YOUR INSTRUCTIONS: Where in the data below does the word "Betriebsparkplatz" appear? Copy every line that has it.

Stored data entries:
═══

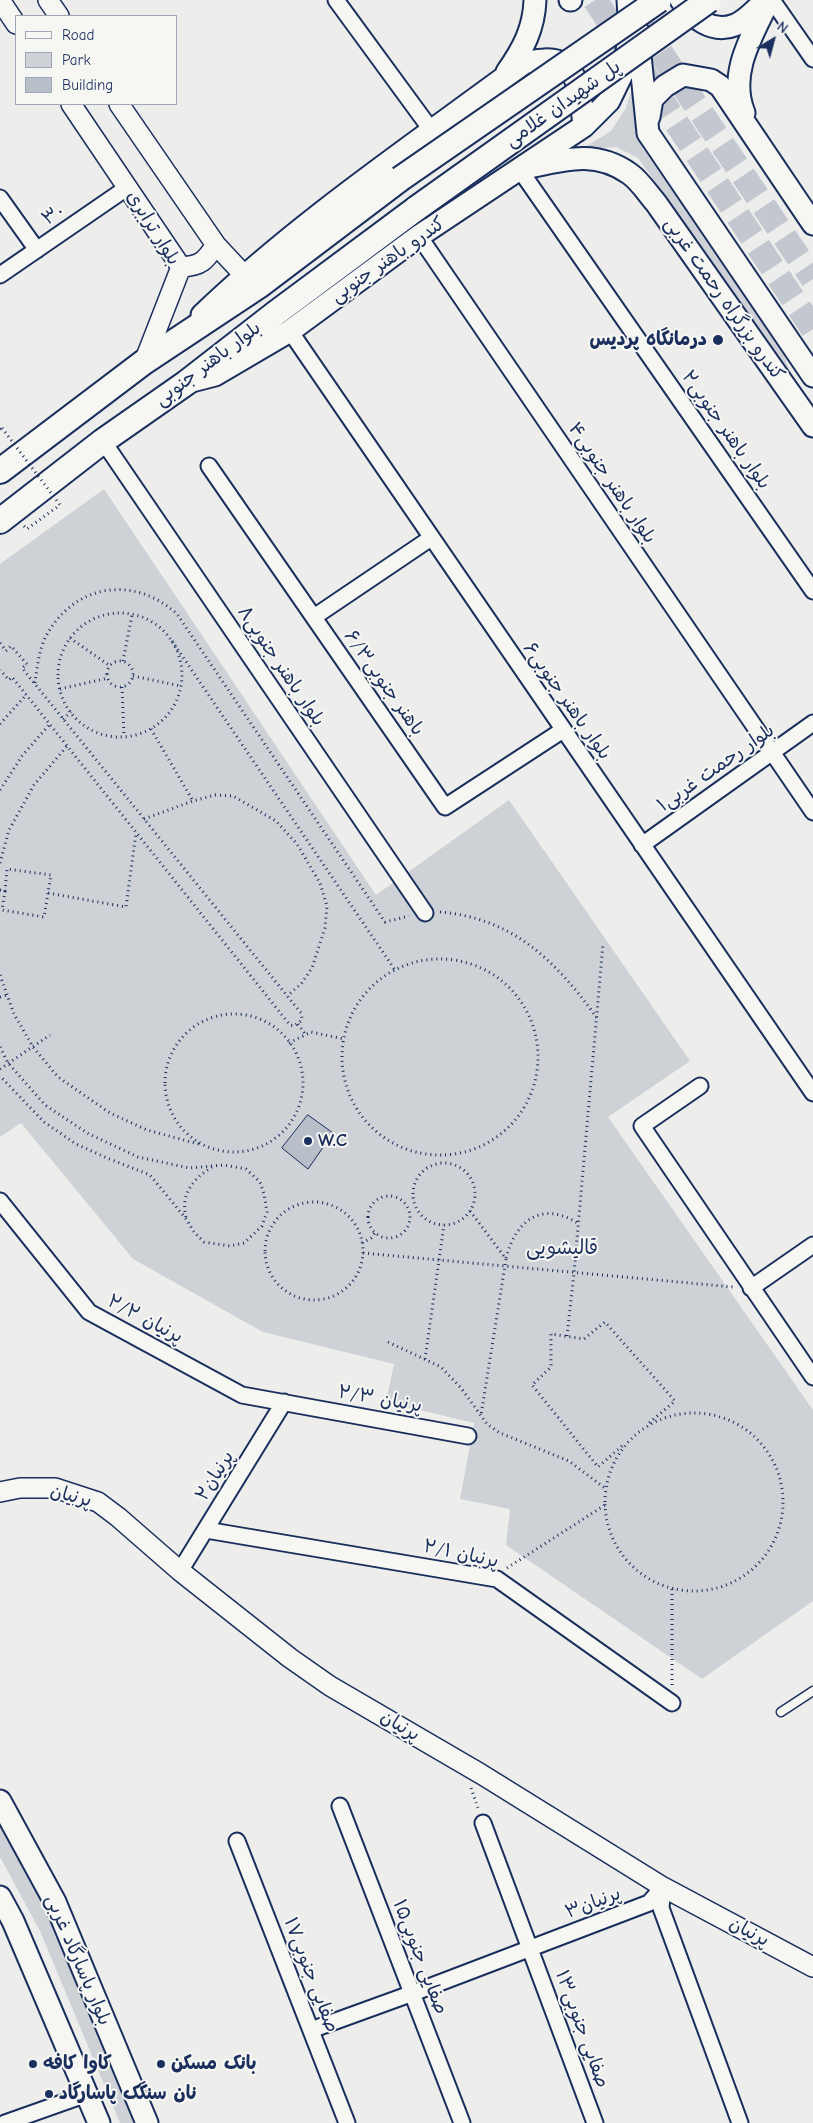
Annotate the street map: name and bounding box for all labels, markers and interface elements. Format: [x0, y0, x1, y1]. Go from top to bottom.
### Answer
legend [15, 15, 178, 105]
north arrow [748, 15, 798, 65]
text: N [774, 18, 791, 37]
text: Road [62, 26, 94, 44]
text: Park [62, 51, 91, 69]
street label: پل شهیدان غلامی [501, 56, 625, 152]
text: Building [62, 76, 113, 94]
street label: بلوار ترابری [121, 186, 185, 270]
street label: ۳۰ [38, 199, 68, 231]
street label: کندرو باهنر جنوبی [326, 212, 450, 308]
street label: کندرو بزرگراه رحمت غربی [659, 213, 789, 385]
street label: بلوار باهنر جنوبی [150, 317, 266, 411]
place label: درمانگاه پردیس [589, 329, 707, 351]
marker: درمانگاه پردیس [711, 333, 725, 347]
street label: بلوار باهنر جنوبی۲ [677, 366, 775, 494]
street label: بلوار باهنر جنوبی۴ [563, 418, 661, 548]
street label: ۸بلوار باهنر جنوبی [232, 602, 330, 730]
street label: ۶/۳باهنر جنوبی [339, 626, 429, 740]
street label: بلوار باهنر جنوبی۶ [518, 638, 616, 764]
street label: بلوار رحمت غربی۱ [653, 719, 779, 817]
place label: W.C [318, 1130, 347, 1152]
marker: W.C [302, 1135, 314, 1147]
district label: قالیشویی [526, 1236, 598, 1260]
street label: پرنیان ۲/۲ [103, 1290, 187, 1348]
street label: پرنیان ۲/۳ [336, 1380, 424, 1418]
street label: پرنیان۲ [191, 1447, 239, 1505]
street label: پرنیان [48, 1480, 94, 1512]
street label: پرنیان ۲/۱ [421, 1535, 501, 1573]
street label: پرنیان [376, 1705, 424, 1747]
street label: پرنیان۳ [562, 1882, 624, 1924]
street label: بلوار پاسارگاد غربی [40, 1891, 116, 2029]
street label: صفایی جنوبی۱۵ [388, 1896, 452, 2018]
street label: پرنیان [725, 1912, 773, 1952]
street label: صفایی جنوبی۱۷ [279, 1914, 343, 2036]
street label: صفایی جنوبی۱۳ [550, 1967, 614, 2091]
place label: کاوا کافه [43, 2053, 112, 2075]
place label: بانک مسکن [171, 2053, 257, 2075]
marker: کاوا کافه [27, 2058, 39, 2070]
marker: بانک مسکن [155, 2058, 167, 2070]
place label: نان سنگک پاسارگاد [59, 2083, 196, 2105]
marker: نان سنگک پاسارگاد [43, 2088, 55, 2100]

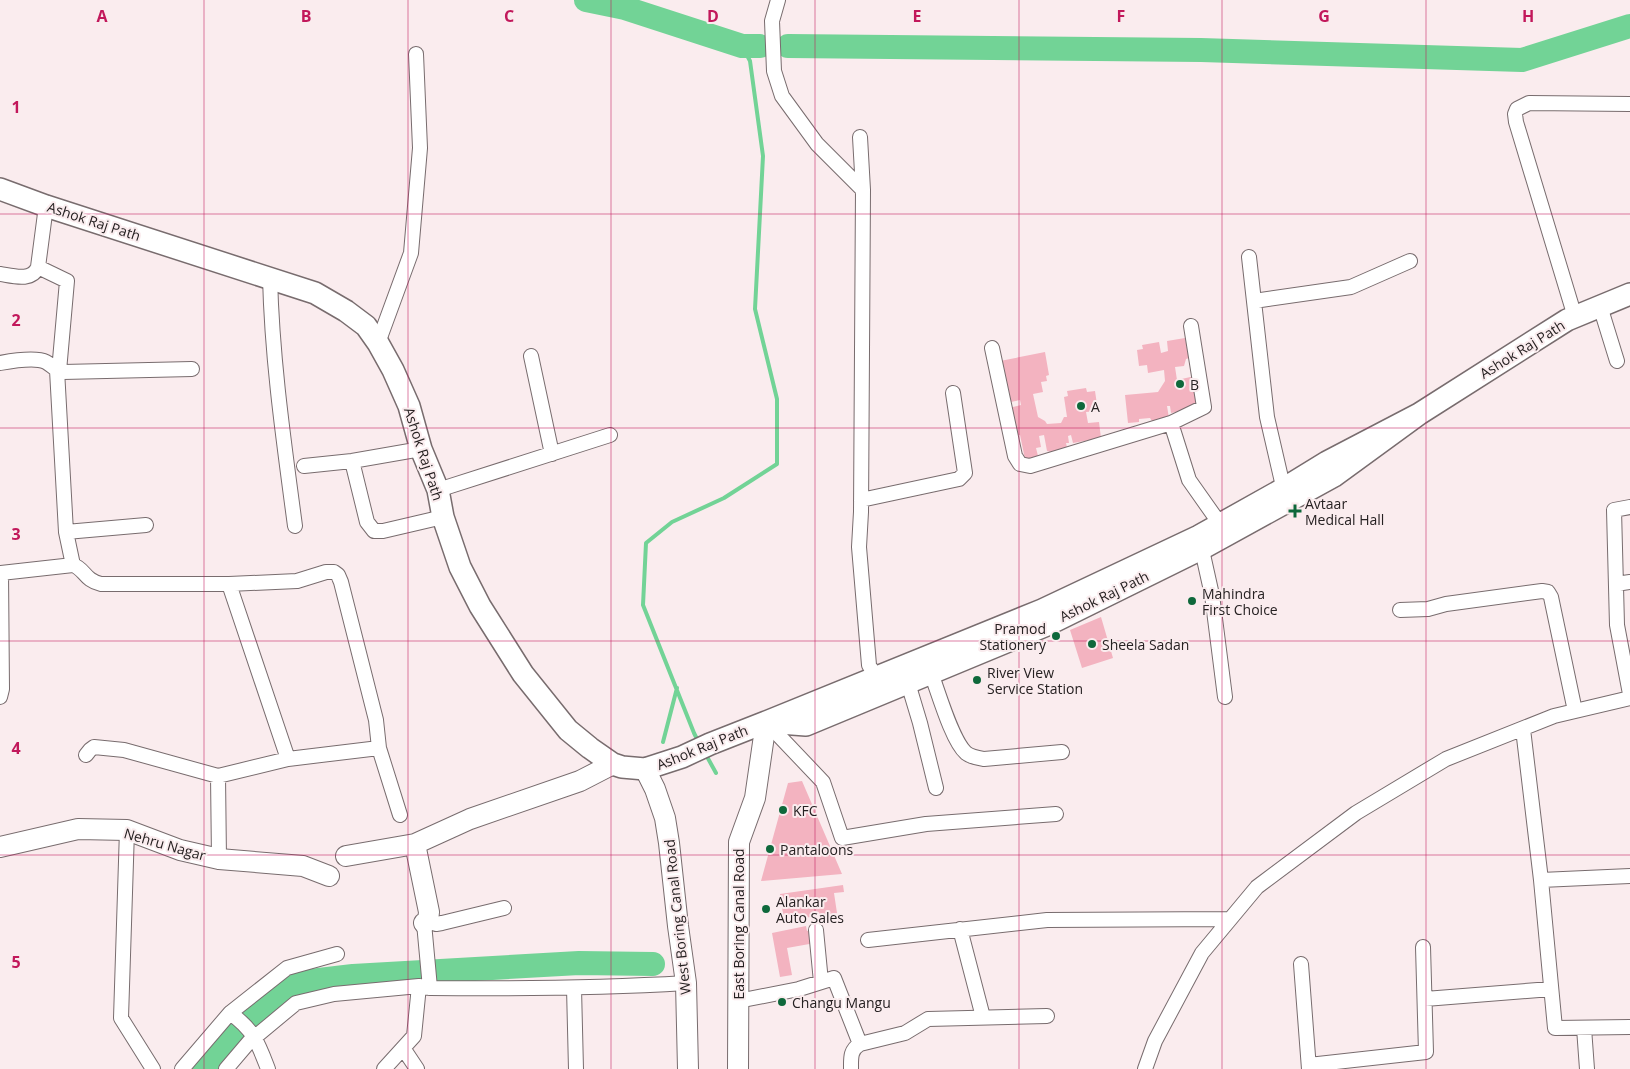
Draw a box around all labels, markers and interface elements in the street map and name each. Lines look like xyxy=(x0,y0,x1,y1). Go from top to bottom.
text: A xyxy=(96,5,108,27)
text: B xyxy=(301,5,311,27)
text: C xyxy=(504,5,514,27)
text: D xyxy=(707,5,719,27)
text: E xyxy=(913,5,922,27)
text: F xyxy=(1117,5,1125,27)
text: G xyxy=(1318,5,1330,27)
text: H xyxy=(1522,5,1534,27)
text: 1 xyxy=(11,96,21,118)
street label: Ashok Raj Path xyxy=(45,197,143,245)
text: 2 xyxy=(11,309,21,331)
street label: Ashok Raj Path xyxy=(1476,315,1568,383)
place label: B xyxy=(1190,375,1199,394)
marker: B xyxy=(1174,378,1186,390)
place label: A xyxy=(1091,397,1100,416)
marker: A xyxy=(1075,400,1087,412)
street label: Ashok Raj Path xyxy=(400,405,448,503)
place label: Avtaar Medical Hall xyxy=(1305,494,1384,529)
marker: Avtaar Medical Hall xyxy=(1289,505,1301,517)
text: 3 xyxy=(11,523,21,545)
street label: Ashok Raj Path xyxy=(1056,566,1152,626)
place label: Mahindra First Choice xyxy=(1202,584,1278,619)
marker: Mahindra First Choice xyxy=(1186,595,1198,607)
place label: Pramod Stationery xyxy=(979,619,1047,654)
marker: Pramod Stationery xyxy=(1050,630,1062,642)
place label: Sheela Sadan xyxy=(1102,635,1189,654)
marker: Sheela Sadan xyxy=(1086,638,1098,650)
place label: River View Service Station xyxy=(987,663,1083,698)
marker: River View Service Station xyxy=(971,674,983,686)
street label: Ashok Raj Path xyxy=(654,720,750,774)
text: 4 xyxy=(11,737,21,759)
place label: KFC xyxy=(793,801,818,820)
marker: KFC xyxy=(777,804,789,816)
street label: Nehru Nagar xyxy=(122,823,208,865)
street label: West Boring Canal Road xyxy=(659,838,695,996)
place label: Pantaloons xyxy=(780,840,854,859)
marker: Pantaloons xyxy=(764,843,776,855)
street label: East Boring Canal Road xyxy=(729,849,748,999)
place label: Alankar Auto Sales xyxy=(776,892,844,927)
marker: Alankar Auto Sales xyxy=(760,903,772,915)
text: 5 xyxy=(11,951,21,973)
place label: Changu Mangu xyxy=(792,993,891,1012)
marker: Changu Mangu xyxy=(776,996,788,1008)

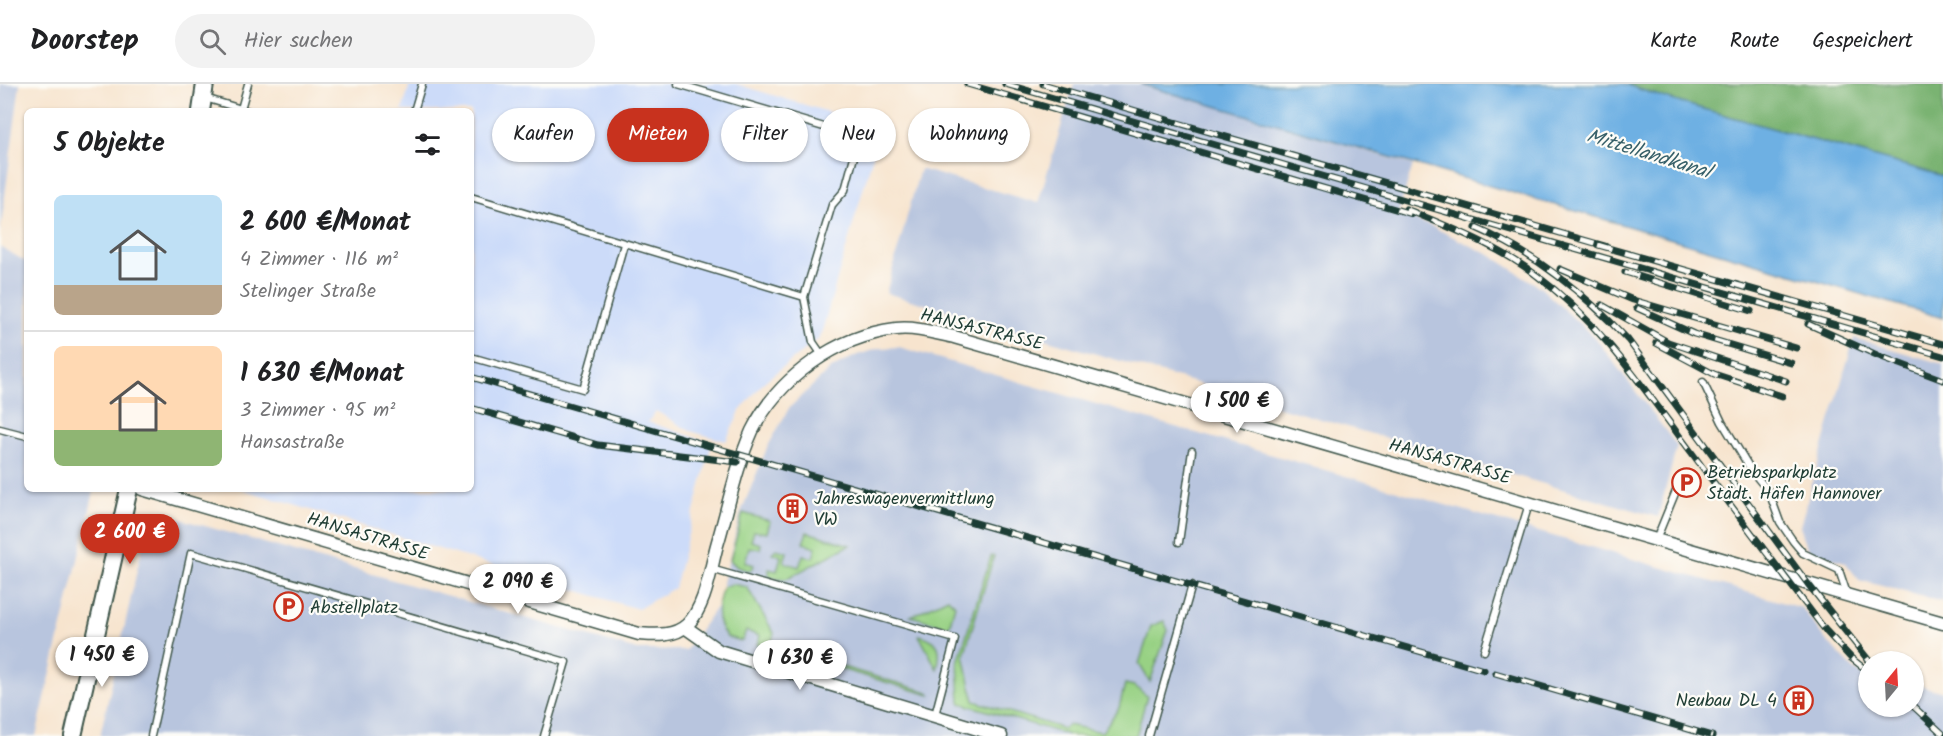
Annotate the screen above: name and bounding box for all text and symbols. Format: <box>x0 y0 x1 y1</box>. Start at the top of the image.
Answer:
search box <box>175 14 595 68</box>
text: Doorstep <box>30 19 139 64</box>
text: Hier suchen <box>244 24 353 59</box>
icon: search <box>196 25 229 58</box>
text: Karte <box>1650 25 1697 58</box>
text: Route <box>1730 25 1779 58</box>
text: Gespeichert <box>1812 25 1913 58</box>
chip: Kaufen <box>492 108 595 162</box>
chip: Mieten <box>607 108 709 162</box>
chip: Filter <box>721 108 808 162</box>
chip: Neu <box>820 108 896 162</box>
chip: Wohnung <box>908 108 1030 162</box>
water label: Mittellandkanal <box>1582 121 1718 190</box>
text: 5 Objekte <box>54 123 165 165</box>
icon: filters <box>411 128 444 161</box>
text: 2 600 €/Monat <box>240 202 411 244</box>
icon: home <box>102 219 174 291</box>
text: 4 Zimmer · 116 m² <box>240 244 398 276</box>
text: Stelinger Straße <box>240 276 376 308</box>
street label: HANSASTRASSE <box>917 301 1047 360</box>
text: 1 630 €/Monat <box>240 353 404 395</box>
icon: home <box>102 370 174 442</box>
pin: 1 500 € <box>1182 383 1292 434</box>
text: 1 500 € <box>1205 386 1269 418</box>
text: 3 Zimmer · 95 m² <box>240 395 395 427</box>
text: Hansastraße <box>240 427 344 459</box>
street label: HANSASTRASSE <box>1385 431 1515 494</box>
place label: Betriebsparkplatz Städt. Häfen Hannover <box>1707 459 1882 509</box>
parking icon: Betriebsparkplatz Städt. Häfen Hannover <box>1670 466 1702 498</box>
place label: Jahreswagenvermittlung VW <box>814 485 994 535</box>
building icon: Jahreswagenvermittlung VW <box>777 492 809 524</box>
street label: HANSASTRASSE <box>303 505 432 570</box>
pin: 2 600 € <box>75 514 185 565</box>
text: 2 600 € <box>94 517 166 549</box>
pin: 2 090 € <box>463 564 573 615</box>
text: 2 090 € <box>483 567 553 599</box>
parking icon: Abstellplatz <box>273 591 305 623</box>
place label: Abstellplatz <box>310 594 398 623</box>
pin: 1 450 € <box>47 637 157 688</box>
text: 1 450 € <box>69 640 135 672</box>
pin: 1 630 € <box>745 640 855 691</box>
text: 1 630 € <box>767 643 833 675</box>
north arrow <box>1858 651 1924 717</box>
map controls <box>1858 651 1924 717</box>
building icon: Neubau DL 4 <box>1782 684 1814 716</box>
place label: Neubau DL 4 <box>1676 687 1777 716</box>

═══

RESPONSE TO THE EXERCISE:
place label: Betriebsparkplatz Städt. Häfen Hannover <box>1707 459 1882 509</box>
parking icon: Betriebsparkplatz Städt. Häfen Hannover <box>1670 466 1702 498</box>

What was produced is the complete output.